Press Clips: The Constitutionality of Florida’s Growler Ban Questioned

Florida Restaurant Claims Growler Ban is Unconstitutional

A Florida restaurant has filed a civil rights lawsuit in federal court claiming that the state’s ban on 64 oz. growlers is in violation of the U.S. Constitution.

According to Sunshine State News, the suit aims to end the ban on half-gallon growlers, which has been a highly controversial issue in the state; currently, 32 oz. and 128 oz. growlers are legal, but the industry standard 64 oz. option is prohibited.

Pacific Legal Foundation (PLF), a free-enterprise legal organization, filed the suit on behalf of the owners of The Crafted Keg.

“PLF always gets its man, so to speak,” Sanford R. Craig, a retired Orange County told the website. “The state is in for a fight on this one.”

Fortune Details the “Perils” of Crowdfunding Beer

Internet crowdfunding has become an increasingly prominent part of the brewing industry and, as evidenced by Stone Brewing’s recent success in raising $2.5 million on Indiegogo, is hardly a tactic only employed by small upstart companies.

In an article published late last week, Fortune details some of the “perils” facing brewers looking to take this route. For Stone, it was the vocal backlash — people were angry that a profitable company, the country’s 10th largest craft brewery, would turn to its fans to ask for cash. For others, the trouble seems to be moving on at all from a successful campaign. With money raised, “where to next?” presents itself as the important question in need of an answer.

While no clear answer is given, one successful fundraiser told Fortune the effort wasn’t worth the hassle. Mike Brenner, founder of Brenner Brewing, raised $26,000 on Kickstarter, in addition to $2.2 million in equity investments and bank loans.

“As far as the whole process goes, was it worth the money I got? Probably not,” he said.

He does offer some advice for would-be entrepreneurs looking to take this route, however, citing communication and transparency with backers as critical to the process.

How the Cannabis Industry Can Learn from Craft Brewers

It’s not too hard to draw parallels between beer and weed. Hops, for instance, come from the same Cannabaceae family of plants that produces cannabis. But the weed industry, now legal in Washington and Colorado, can learn more from beer than just basic biology, according to a recent article from Fast Coexist, written by Matt Bookbinder of Blindtiger Design. As Bookbinder writes:

What makes consumers pick a particular gram of cannabis versus the other dozen next to it? Packaging.

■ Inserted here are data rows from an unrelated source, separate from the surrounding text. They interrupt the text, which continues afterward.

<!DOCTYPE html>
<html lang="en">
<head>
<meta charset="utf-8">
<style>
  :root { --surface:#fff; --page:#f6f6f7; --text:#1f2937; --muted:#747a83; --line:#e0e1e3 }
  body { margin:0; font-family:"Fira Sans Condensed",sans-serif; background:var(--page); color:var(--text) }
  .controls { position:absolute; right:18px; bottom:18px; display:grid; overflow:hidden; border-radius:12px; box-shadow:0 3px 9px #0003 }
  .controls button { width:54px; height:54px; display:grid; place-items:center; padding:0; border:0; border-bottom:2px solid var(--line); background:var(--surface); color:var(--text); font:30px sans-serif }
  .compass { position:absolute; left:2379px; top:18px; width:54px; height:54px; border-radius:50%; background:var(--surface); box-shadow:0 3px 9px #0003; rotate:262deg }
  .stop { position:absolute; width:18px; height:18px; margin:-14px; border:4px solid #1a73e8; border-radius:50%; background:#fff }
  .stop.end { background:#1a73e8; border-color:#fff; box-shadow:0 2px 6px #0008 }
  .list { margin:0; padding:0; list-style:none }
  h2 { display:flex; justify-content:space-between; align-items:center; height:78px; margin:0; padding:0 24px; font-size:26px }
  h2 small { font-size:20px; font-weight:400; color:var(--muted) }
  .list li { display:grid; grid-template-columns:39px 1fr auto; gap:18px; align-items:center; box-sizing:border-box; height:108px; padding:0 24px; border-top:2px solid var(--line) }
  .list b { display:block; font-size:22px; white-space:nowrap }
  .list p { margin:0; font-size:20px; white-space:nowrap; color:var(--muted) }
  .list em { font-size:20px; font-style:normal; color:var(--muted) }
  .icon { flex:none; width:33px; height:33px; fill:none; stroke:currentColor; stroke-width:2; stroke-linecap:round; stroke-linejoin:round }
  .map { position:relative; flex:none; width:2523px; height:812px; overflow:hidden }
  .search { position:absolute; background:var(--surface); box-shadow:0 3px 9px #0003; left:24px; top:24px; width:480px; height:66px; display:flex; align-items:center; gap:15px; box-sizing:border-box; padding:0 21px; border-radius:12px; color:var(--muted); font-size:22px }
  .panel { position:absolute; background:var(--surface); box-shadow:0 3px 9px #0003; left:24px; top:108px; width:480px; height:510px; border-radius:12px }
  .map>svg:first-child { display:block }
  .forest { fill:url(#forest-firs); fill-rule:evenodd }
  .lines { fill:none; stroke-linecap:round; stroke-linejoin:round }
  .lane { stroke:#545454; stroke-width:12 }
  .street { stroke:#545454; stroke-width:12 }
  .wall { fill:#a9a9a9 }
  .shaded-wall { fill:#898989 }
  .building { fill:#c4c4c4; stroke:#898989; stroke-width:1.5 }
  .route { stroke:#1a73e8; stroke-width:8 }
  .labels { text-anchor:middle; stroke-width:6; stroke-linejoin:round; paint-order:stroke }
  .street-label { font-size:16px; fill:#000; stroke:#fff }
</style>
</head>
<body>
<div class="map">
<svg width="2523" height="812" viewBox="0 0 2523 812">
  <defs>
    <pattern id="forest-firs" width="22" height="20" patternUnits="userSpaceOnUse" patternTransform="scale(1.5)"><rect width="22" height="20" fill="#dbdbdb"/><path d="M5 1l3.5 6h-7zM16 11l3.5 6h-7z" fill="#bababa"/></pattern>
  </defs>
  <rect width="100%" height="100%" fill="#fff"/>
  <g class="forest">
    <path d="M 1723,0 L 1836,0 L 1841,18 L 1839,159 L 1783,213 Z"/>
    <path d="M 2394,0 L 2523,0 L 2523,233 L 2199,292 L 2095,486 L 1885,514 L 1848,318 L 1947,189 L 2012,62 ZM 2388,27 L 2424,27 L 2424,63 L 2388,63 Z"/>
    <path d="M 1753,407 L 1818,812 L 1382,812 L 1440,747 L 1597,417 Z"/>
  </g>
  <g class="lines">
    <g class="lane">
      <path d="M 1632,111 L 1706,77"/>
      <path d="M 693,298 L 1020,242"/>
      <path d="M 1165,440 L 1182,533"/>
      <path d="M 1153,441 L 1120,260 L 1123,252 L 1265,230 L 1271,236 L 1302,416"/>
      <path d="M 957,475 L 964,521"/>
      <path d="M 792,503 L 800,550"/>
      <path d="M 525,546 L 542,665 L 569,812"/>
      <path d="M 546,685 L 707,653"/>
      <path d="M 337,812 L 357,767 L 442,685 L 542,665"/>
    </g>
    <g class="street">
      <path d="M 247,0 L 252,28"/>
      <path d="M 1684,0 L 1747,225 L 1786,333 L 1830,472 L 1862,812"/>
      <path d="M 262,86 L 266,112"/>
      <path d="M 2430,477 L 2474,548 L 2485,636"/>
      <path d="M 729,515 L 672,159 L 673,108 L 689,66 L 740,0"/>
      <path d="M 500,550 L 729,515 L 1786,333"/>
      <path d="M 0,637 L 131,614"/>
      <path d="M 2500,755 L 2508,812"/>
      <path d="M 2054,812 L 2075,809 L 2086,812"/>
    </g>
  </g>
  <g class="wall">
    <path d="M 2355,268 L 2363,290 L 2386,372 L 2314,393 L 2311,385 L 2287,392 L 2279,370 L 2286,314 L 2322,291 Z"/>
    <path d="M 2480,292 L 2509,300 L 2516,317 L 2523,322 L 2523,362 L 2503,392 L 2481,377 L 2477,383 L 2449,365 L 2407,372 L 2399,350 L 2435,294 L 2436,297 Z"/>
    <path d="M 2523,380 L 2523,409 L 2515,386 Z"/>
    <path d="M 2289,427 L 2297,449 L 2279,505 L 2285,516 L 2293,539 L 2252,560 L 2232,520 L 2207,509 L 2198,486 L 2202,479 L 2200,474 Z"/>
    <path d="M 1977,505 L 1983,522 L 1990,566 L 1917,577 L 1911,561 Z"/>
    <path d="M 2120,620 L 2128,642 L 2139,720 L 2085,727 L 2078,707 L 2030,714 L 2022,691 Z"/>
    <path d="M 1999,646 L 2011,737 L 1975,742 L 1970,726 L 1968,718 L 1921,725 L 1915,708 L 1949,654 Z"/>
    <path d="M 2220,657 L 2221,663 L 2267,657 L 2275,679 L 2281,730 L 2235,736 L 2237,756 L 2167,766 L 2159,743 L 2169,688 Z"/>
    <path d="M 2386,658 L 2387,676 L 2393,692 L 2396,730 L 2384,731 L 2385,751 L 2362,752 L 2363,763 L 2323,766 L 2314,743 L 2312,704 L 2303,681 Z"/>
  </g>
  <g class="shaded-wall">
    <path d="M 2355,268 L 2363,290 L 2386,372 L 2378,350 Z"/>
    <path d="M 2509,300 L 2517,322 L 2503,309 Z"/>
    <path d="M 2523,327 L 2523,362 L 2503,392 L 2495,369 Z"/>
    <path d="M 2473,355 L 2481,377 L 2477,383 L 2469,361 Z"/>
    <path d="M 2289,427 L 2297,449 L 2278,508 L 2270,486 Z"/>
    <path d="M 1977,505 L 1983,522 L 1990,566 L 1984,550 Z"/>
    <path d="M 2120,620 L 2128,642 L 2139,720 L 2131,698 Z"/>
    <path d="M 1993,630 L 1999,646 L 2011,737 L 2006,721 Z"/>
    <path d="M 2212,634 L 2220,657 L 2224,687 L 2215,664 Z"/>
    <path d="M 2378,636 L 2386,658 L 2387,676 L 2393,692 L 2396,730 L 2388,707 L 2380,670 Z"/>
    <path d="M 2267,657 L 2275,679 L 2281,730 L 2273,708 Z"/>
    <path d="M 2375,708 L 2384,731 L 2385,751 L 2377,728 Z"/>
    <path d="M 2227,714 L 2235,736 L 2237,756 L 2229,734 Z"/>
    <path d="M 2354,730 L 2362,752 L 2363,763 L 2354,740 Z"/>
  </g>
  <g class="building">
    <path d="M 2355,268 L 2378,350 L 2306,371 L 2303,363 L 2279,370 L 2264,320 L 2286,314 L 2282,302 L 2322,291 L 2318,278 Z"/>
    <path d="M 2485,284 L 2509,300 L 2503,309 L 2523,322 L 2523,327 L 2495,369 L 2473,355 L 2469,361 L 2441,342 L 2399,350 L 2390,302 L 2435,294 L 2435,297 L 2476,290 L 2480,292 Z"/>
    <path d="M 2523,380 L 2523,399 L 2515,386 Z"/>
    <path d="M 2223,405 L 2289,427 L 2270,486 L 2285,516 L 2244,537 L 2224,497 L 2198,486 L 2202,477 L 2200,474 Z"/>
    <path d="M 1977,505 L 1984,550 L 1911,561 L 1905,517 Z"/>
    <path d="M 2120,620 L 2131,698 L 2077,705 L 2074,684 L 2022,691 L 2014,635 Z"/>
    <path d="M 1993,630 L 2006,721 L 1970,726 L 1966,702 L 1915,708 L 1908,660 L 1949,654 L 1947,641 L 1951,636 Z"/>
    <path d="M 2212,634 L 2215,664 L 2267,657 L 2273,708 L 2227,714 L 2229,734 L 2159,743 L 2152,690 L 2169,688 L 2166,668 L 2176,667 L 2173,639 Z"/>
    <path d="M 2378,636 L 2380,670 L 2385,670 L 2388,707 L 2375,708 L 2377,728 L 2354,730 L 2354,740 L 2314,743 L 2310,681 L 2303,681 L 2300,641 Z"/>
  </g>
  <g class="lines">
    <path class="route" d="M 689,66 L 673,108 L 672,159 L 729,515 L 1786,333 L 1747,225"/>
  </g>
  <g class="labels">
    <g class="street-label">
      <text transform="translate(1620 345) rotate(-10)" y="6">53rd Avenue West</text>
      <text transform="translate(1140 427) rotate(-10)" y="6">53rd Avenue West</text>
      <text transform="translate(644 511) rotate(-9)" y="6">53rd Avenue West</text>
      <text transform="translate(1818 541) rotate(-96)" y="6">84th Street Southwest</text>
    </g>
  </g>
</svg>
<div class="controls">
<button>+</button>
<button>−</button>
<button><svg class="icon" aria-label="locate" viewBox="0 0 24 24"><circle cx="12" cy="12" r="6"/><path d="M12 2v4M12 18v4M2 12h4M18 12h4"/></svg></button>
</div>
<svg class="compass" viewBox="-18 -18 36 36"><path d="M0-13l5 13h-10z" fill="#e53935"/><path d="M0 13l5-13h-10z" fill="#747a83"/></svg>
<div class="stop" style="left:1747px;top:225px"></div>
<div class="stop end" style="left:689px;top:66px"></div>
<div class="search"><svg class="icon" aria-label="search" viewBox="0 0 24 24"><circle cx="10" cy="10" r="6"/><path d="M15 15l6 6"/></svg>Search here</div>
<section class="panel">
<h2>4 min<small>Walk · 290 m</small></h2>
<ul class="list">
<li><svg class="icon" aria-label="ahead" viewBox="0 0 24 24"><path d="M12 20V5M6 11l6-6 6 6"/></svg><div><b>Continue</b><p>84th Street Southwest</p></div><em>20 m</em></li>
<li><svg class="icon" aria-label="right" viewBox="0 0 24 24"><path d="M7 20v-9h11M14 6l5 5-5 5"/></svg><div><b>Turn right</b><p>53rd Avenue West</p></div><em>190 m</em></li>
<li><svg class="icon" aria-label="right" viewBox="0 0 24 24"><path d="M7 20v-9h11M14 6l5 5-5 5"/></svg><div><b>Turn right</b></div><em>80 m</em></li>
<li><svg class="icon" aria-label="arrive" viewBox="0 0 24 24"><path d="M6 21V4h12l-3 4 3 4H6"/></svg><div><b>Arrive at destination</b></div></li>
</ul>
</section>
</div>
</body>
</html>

The best way to understand this is by looking at craft beer. There are countless IPAs on the shelf, but consumers gravitate to the selections that don’t look like someone brewed them in their basement.

What elements of good beer packaging for beer might cross over well to the bud business?

Our craft beer brands establish consistent systems that don’t make consumers subconsciously think about what they’re looking at–they just make sense. We also work to ensure that consumers can easily identify the type of beer they’re looking at with simple, intriguing, visual signals, so style-searching consumers can find ‘their beer’ within our brands. Similarly, cannabis branding should be visually pleasing. It should enhance–not detract–from the purchase experience, and help the consumer see themselves in their purchase.”

Eagle Rock Seeks to Renew License to Continue Operation

For the fourth time in five years, according to the LA Times, Eagle Rock Brewery must hold a public hearing regarding the renewal of a conditional use permit — without which, the brewery would be forced to cease operations.

From the Times:

“Applicants must conduct costly surveys of nearby businesses and residences, send informational mailings to those parties, and then petition the zoning administration in a public hearing. The application fee alone is thousands of dollars, and the process can take months.”

Eagle Rock was first granted the permit in 2008 and was under the impression it would be valid for 10 years, the article adds.

“It’s really frustrating because to this day, after being responsible business owners and doing everything that we can to better the community, we are still being villainized and still have to go in and plead our case,” Ting Su, Eagle Rock co-owner, told the website.

A spokesperson for councilman Mitch O’Farrell told the site the city is “exploring an idea” that would streamline the process.